Paragraaf 2 Doelgroep en samenstelling van de inburgeringsvoorziening
Artikel 5 Opleggen verplichtingen
Het college kan een inburgeringsplichtige bij beschikking een of meer van de volgende verplichtingen opleggen:
Artikel 8 De hoogte boete inburgeringsplichtige
Aan de inburgeringsplichtige of de persoon ten aanzien van wie het college op redelijke gronden kan vermoeden dat deze inburgeringsplichtig is, die geen of onvoldoende medewerking verleent aan het onderzoek, bedoeld in artikel 25, vierde lid, van de wet, wordt een bestuurlijke boete opgelegd van € 50,-. Indien aan deze inburgeringsplichtige of de persoon ten aanzien van wie het college op redelijke gronden kan vermoeden dat deze inburgeringsplichtig is voor een dergelijke gedraging daarna opnieuw een boete wordt opgelegd, bedraagt deze boete het bedrag genoemd in artikel 34 onderdeel a van de wet.
Aan de inburgeringsplichtige die geen of onvoldoende medewerking verleent aan de uitvoering van de voor hem vastgestelde inburgerings- of taalkennisvoorziening, bedoeld in artikel 23, eerste lid, van de wet of aan de verplichtingen, bedoeld in artikel 5 van deze verordening wordt een bestuurlijke boete opgelegd van € 100,-. Indien aan deze inburgeringsplichtige voor een dergelijke gedraging daarna opnieuw een boete wordt opgelegd, bedraagt de boete het bedrag genoemd in artikel 34 onderdeel b van de wet.
Aan de inburgeringsplichtige die niet binnen de in artikel 7, eerste lid, van de wet bedoelde termijn of binnen de door het college op grond van artikel 31, tweede lid, onderdeel a, van de wet verlengde termijn het inburgeringsexamen heeft behaald, wordt een bestuurlijke boete opgelegd ter hoogte van het bedrag genoemd in artikel 34 onderdeel c van de wet.
Geen bestuurlijke boete wordt opgelegd indien voor dezelfde gedraging de bijstand kan worden verlaagd op grond van artikel 18, tweede lid, van de Wet werk en bijstand, de inkomensvoorziening kan worden verlaagd op grond van artikel 41 van de Wet investeren in jongeren, dan wel indien voor dezelfde gedraging een boete of maatregel kan of moet worden opgelegd op grond van een van de bij de algemene maatregel van bestuur, bedoeld in artikel 19, vierde lid van de wet aan te wijzen socialezekerheidswetten of socialezekerheidsregelingen.
Op 1 januari 2007 is de Wet inburgering (Wi) ingevoerd.

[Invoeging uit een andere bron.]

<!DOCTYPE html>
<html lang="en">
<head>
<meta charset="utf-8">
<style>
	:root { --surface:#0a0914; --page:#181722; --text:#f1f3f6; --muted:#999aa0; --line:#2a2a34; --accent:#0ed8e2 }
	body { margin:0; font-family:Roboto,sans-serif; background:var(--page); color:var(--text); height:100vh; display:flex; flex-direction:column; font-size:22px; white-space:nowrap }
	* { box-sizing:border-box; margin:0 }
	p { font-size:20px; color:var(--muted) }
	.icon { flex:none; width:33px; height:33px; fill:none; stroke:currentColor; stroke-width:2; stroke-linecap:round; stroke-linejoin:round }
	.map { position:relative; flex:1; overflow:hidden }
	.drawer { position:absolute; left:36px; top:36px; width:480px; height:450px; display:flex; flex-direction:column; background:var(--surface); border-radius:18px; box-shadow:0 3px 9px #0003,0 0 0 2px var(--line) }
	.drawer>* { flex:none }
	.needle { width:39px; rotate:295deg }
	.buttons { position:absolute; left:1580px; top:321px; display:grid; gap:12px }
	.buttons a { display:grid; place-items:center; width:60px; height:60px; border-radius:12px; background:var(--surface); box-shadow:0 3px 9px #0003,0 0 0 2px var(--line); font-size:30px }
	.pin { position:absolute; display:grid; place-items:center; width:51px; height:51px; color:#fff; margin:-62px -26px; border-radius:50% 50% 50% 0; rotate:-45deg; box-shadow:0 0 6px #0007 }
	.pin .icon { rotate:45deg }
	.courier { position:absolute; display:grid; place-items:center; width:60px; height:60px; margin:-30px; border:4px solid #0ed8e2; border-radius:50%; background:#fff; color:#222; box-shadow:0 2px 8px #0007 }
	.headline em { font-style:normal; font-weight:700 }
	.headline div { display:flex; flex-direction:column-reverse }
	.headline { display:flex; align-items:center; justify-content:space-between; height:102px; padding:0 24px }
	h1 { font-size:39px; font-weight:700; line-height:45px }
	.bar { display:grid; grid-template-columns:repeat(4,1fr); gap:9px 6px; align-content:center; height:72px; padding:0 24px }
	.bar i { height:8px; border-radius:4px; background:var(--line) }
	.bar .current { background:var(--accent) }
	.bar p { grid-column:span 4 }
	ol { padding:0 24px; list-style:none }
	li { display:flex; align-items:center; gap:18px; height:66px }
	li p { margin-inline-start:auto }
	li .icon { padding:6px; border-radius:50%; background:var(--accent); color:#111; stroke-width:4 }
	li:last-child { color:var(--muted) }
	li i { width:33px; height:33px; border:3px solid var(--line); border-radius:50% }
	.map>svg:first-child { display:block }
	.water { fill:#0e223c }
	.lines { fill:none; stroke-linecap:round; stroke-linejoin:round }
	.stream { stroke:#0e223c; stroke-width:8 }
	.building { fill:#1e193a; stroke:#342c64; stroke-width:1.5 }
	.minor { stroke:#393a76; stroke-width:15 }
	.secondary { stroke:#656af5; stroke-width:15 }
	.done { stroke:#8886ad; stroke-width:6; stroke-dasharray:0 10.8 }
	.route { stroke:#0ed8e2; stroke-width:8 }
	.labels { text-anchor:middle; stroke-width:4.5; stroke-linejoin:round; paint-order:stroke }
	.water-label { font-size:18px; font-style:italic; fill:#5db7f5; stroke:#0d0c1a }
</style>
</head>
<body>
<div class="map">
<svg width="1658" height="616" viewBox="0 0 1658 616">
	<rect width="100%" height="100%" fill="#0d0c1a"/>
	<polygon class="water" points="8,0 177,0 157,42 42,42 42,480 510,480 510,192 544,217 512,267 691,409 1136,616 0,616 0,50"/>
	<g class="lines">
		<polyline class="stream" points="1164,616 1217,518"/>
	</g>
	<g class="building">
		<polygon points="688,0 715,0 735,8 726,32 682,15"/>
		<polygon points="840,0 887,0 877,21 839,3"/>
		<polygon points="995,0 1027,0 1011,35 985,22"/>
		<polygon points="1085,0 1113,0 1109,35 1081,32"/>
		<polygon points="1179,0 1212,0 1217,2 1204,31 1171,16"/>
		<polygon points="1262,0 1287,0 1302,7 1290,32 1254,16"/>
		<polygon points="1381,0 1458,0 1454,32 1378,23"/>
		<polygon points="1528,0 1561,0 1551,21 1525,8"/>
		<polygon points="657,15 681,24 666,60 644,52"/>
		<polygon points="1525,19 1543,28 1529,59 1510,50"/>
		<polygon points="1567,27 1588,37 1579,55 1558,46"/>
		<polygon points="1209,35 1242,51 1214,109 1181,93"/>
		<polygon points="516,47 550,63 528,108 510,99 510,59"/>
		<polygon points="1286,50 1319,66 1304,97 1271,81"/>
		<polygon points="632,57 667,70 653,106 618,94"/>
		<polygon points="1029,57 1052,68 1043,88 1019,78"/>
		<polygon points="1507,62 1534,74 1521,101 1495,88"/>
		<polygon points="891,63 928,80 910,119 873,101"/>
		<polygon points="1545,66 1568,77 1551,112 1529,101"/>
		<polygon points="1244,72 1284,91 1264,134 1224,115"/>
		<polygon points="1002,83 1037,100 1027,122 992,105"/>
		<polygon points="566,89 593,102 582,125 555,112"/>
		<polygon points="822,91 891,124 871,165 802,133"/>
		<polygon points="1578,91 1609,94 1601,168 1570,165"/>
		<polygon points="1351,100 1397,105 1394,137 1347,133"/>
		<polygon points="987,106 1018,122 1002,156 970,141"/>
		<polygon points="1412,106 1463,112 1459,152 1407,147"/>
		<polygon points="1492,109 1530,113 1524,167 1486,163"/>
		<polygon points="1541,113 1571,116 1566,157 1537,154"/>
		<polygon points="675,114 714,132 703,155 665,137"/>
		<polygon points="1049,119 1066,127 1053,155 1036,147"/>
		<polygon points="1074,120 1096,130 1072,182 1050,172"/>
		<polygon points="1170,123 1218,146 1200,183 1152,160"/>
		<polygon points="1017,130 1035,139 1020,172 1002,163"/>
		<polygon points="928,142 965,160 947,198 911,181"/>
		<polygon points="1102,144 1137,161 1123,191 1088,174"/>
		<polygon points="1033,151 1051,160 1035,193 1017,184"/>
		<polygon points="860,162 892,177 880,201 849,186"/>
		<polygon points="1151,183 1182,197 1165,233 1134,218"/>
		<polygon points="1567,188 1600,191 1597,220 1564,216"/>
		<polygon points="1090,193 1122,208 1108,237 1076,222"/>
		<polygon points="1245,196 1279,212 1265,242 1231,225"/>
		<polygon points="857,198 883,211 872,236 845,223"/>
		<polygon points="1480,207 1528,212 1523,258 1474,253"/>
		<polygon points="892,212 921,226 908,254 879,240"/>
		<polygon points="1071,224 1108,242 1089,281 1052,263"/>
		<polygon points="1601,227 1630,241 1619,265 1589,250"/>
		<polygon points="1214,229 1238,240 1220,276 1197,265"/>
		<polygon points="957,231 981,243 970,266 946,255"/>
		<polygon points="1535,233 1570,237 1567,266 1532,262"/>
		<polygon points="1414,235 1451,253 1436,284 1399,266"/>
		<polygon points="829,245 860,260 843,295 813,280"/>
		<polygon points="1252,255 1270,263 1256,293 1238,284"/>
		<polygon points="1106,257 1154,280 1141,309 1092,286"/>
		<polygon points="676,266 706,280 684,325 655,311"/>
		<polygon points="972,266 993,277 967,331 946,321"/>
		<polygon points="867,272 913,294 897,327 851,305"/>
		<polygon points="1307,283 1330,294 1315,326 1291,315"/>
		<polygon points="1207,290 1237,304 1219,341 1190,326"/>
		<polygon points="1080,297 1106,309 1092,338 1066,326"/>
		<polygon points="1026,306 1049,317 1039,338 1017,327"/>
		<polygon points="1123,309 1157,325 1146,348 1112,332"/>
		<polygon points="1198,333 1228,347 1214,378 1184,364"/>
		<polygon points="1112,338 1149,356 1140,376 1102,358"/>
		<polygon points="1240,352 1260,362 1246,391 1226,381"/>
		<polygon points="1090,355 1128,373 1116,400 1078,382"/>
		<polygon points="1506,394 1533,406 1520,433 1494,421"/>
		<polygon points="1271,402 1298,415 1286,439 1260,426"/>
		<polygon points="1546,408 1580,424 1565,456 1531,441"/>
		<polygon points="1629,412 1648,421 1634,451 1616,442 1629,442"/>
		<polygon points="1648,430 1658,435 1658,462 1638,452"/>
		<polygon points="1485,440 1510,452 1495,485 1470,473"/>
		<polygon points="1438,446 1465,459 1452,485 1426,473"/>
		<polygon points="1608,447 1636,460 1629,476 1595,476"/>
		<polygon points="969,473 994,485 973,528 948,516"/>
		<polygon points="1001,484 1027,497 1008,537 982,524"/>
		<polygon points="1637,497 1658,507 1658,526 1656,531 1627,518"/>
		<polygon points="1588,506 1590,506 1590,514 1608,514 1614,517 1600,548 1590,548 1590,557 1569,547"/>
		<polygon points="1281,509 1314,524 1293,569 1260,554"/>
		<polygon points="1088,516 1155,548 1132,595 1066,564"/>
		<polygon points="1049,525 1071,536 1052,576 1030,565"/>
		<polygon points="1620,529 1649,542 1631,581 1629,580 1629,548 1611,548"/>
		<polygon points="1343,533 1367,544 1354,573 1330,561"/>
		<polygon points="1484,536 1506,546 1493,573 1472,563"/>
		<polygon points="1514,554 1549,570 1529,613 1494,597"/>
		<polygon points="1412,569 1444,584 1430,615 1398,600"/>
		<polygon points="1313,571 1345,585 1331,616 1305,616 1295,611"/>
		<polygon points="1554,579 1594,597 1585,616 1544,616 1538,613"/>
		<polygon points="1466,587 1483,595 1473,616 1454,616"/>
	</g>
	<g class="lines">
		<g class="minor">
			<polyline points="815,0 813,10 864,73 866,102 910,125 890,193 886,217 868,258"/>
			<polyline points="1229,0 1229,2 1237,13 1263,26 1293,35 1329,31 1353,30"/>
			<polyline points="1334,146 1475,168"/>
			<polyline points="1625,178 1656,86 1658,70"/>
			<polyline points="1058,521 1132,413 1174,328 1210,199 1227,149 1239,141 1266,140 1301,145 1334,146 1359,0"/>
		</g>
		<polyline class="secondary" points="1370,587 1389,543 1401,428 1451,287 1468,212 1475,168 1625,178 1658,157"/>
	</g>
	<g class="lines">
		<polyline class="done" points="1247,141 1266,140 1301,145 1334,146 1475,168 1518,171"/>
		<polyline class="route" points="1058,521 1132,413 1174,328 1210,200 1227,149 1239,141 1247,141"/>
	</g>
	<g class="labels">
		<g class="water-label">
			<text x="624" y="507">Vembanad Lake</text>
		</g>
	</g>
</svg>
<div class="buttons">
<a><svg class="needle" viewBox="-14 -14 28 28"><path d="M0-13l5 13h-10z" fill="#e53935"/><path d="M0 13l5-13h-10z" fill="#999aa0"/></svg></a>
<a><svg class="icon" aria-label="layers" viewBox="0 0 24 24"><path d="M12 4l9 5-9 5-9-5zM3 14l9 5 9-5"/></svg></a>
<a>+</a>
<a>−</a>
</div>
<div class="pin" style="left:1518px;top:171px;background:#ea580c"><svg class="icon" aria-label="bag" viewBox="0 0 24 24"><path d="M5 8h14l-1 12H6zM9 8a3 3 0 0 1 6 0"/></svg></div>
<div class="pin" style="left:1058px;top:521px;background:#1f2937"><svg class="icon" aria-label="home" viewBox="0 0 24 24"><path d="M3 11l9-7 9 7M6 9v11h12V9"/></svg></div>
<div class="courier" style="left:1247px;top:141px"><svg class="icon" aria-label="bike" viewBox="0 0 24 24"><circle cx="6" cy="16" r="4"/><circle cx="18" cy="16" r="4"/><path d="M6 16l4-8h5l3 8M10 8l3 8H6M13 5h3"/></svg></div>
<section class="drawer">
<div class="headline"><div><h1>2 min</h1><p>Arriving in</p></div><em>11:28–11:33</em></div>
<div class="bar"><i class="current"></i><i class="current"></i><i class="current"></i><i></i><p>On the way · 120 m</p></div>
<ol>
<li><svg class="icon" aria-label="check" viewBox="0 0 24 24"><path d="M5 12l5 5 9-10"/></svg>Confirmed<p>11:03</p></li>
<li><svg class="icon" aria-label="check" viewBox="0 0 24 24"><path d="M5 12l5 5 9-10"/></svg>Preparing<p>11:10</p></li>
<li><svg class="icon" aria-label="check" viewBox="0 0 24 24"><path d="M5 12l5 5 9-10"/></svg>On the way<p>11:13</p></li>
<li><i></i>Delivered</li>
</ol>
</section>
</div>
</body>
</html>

Met ingang van 1 april 2007 is de Verordening inburgering gemeente Haren inwerking getreden. Sindsdien is de regelgeving rondom inburgering op onderdelen gewijzigd en staan nog meer wijzigingen op stapel. Met name de (aanstaande )wijziging in de financiering van inburgering springt hierbij in het oog. Met al deze wijzigingen wil het Rijk bereiken dat aan meer inburgeringsplichtigen een inburgeringsvoorziening wordt aangeboden en dat door gemeenten meer wordt gestuurd op output.Voorgaande vraagt om actualisering van de verordening, maar ook om herijking van onze doelstellingen en herbezinning op de gemaakte (werk-)afspraken.
De Wi beoogt een inburgeringstelsel te bereiken dat meer verplichtend en resultaatgericht is. De kern is de inburgeringsplicht voor in beginsel alle vreemdelingen van 16 tot 65 jaar die duurzaam in Nederland willen en mogen verblijven, voor zover deze personen niet gedurende minstens acht jaar van de leerplichtige leeftijd in Nederland verbleven. Ze beschikken niet over bepaalde diploma’s, certificaten of andere soortgelijke bewijsstukken en hebben niet aangetoond te beschikken over voldoende vaardigheden in de Nederlandse taal en kennis van de Nederlandse samenleving. De wet geldt zowel voor nieuwkomers als voor oudkomers die tot deze doelgroep behoren. Het ander leidend beginsel van het nieuwe stelsel is eigen verantwoordelijkheid. De inburgeraar is zelf verantwoordelijk voor het behalen van het inburgeringsexamen. Dat betekent dat de inburgeraar zelf moet zorgen dat hij of zij ingeburgerd raakt. Consequentie daarvan is dat hij of zij de vrijheid heeft om zelf een keuze te maken uit inburgeringscursussen of ander activiteiten. Hiermee vervalt de verplichting om de cursus bij een ROC te volgen. Tot slot is het uitgangspunt dat de gemeente een spilfunctie heeft bij de uitvoering van de wet. Dat betekent dat we inburgeraars moeten informeren, ondersteunen bij hun inburgering en dat we hun verplichtingen moeten handhaven. Voor een deel moeten we ons daarbij houden aan landelijke regels en voor een deel kunnen we zelf keuzes maken voor doelgroepen en voor de aard en intensiteit van informatie, advies en ondersteuning. De centrale rol van de gemeente bij de uitvoering van de Wi en de wijzigende financiële kaders voor inburgering, dwingt ons tot herziening van de wijze waarop wij tot nu toe uitvoering hebben gegeven aan het inburgeringsproces.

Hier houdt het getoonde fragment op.